Em face desta conclusão, já se deixa antever qual será a nossa resposta à segunda questão que nos temos que colocar: a decisão que não julga o pedido implícito pode ser qualificada como citra petita?

Ora, se na resposta à pergunta anterior concluímos que a decisão que julga o pedido implícito não pode ser qualificada como ultra petita, logicamente, a resposta a esta questão não pode ser outra que não seja a de que a sentença que não aprecia o pedido implícito formulado pelo autor, constitui verdadeira decisão

citra petita, pois o juiz, ao assim decidir, não julga tudo o quanto pleiteado pela parte.

Admitir a possibilidade de se poder individualizar e identificar pedidos implícitos a partir do resultado da interpretação lógico-sistemática de todo o conteúdo da petição inicial, como fizemos no capítulo anterior deste trabalho, implica necessariamente que se afirme que os pedidos assim identificados compõem o objeto litigioso do processo.
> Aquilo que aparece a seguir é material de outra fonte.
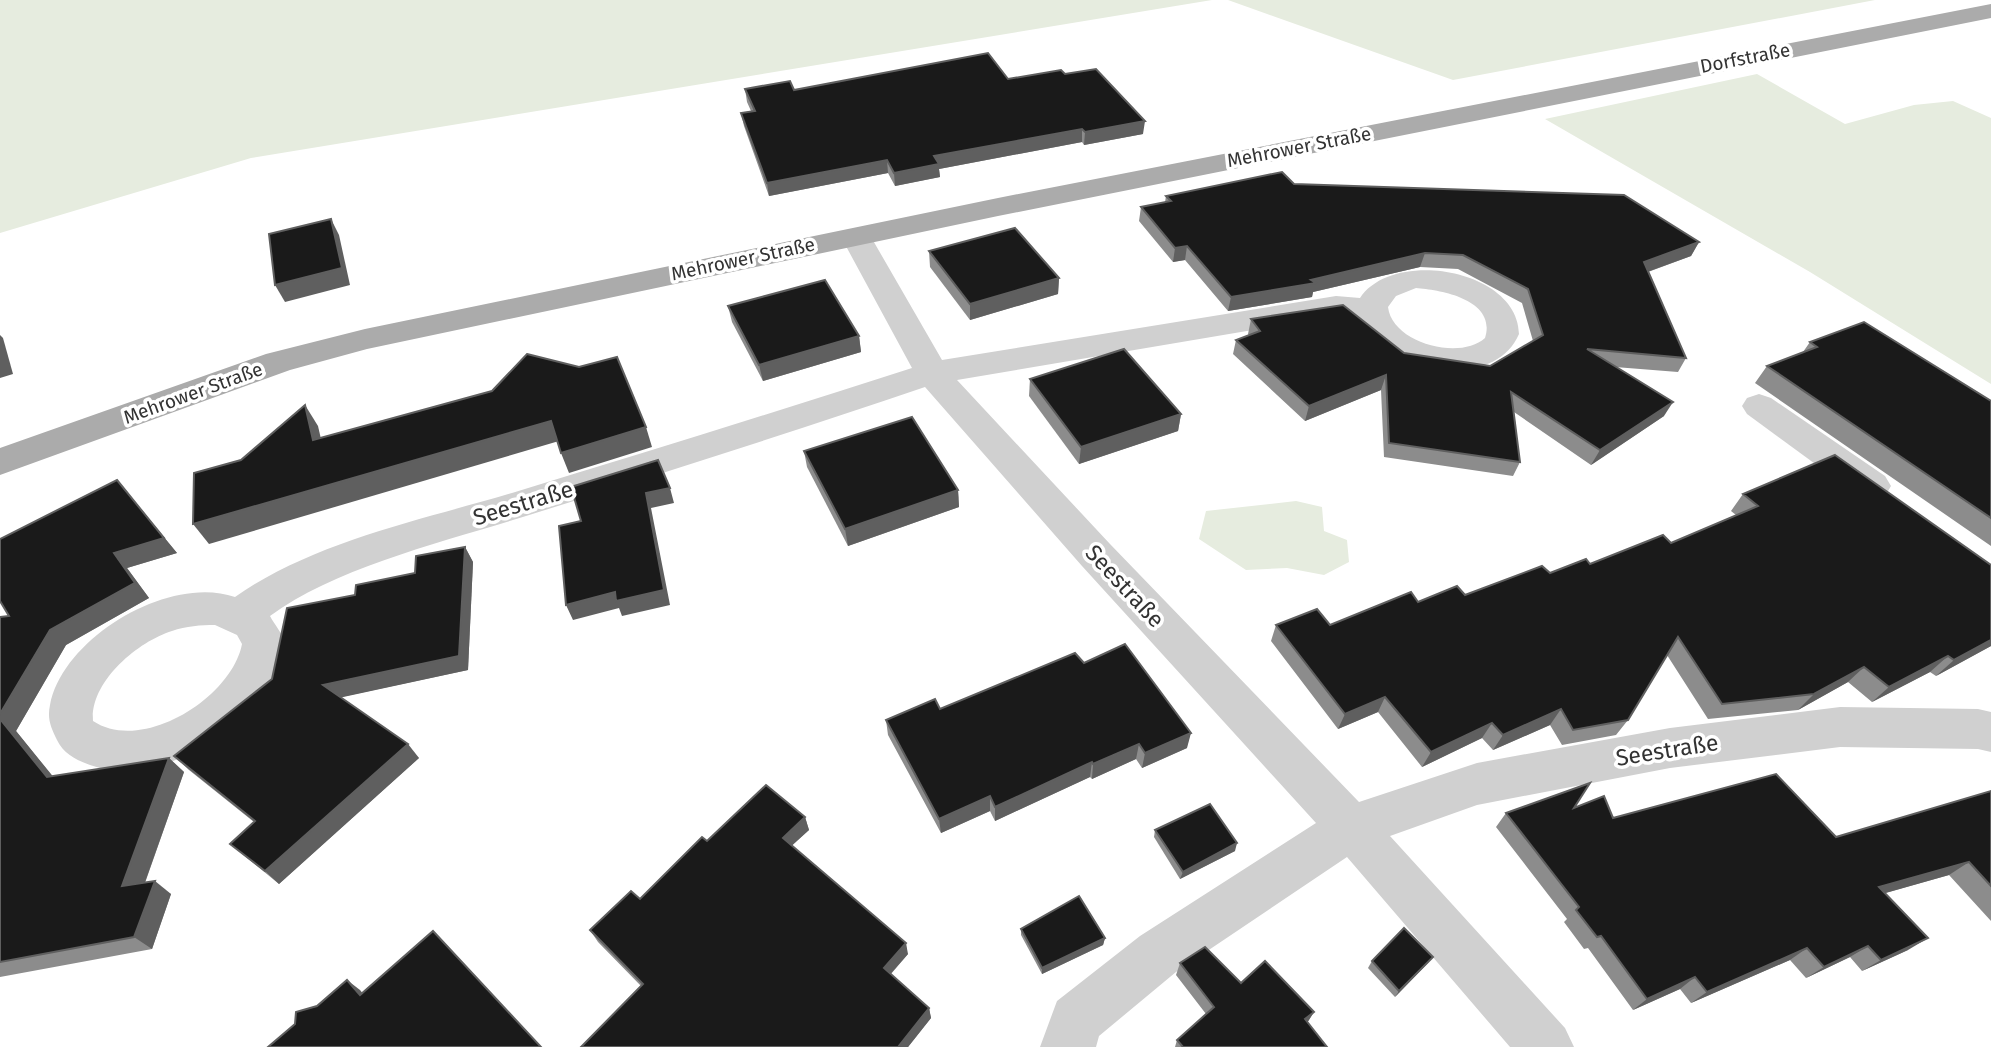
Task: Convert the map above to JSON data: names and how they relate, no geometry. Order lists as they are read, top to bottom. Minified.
{"streets":{"main road":["Dorfstraße","Mehrower Straße"],"street":["Seestraße"]},"crossings":[["Dorfstraße","Mehrower Straße"],["Mehrower Straße","Seestraße"]]}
Logo, se estes pedidos compõem o objeto litigioso do processo, ao final do iter procedimental, eles têm que ser apreciados e julgados pelo órgão jurisdicional na sentença, sob pena de não o fazendo, a decisão se mostrar incongruente em face deste objeto litigioso que foi delimitado pelas partes, violando assim o limite positivo do princípio da congruência.

Em conclusão, nos casos em que é possível identificar um pedido implícito na demanda proposta, para que a sentença proferida ao final do processo seja congruente com o objeto litigioso do processo, faz-se imperioso que este pedido implícito seja apreciado e julgado pelo órgão jurisdicional, pois, na medida em que foi possível proceder à sua individualização e identificação, ele passou a constituir um limite da demanda, ao qual, portanto, o juiz fica adstrito, negativa e positivamente. Saber se este pedido implícito pode ou não ser apreciado e decidido mediante uma decisão implícita é já outra questão, a qual passaremos a enfrentar no próximo capítulo do presente trabalho.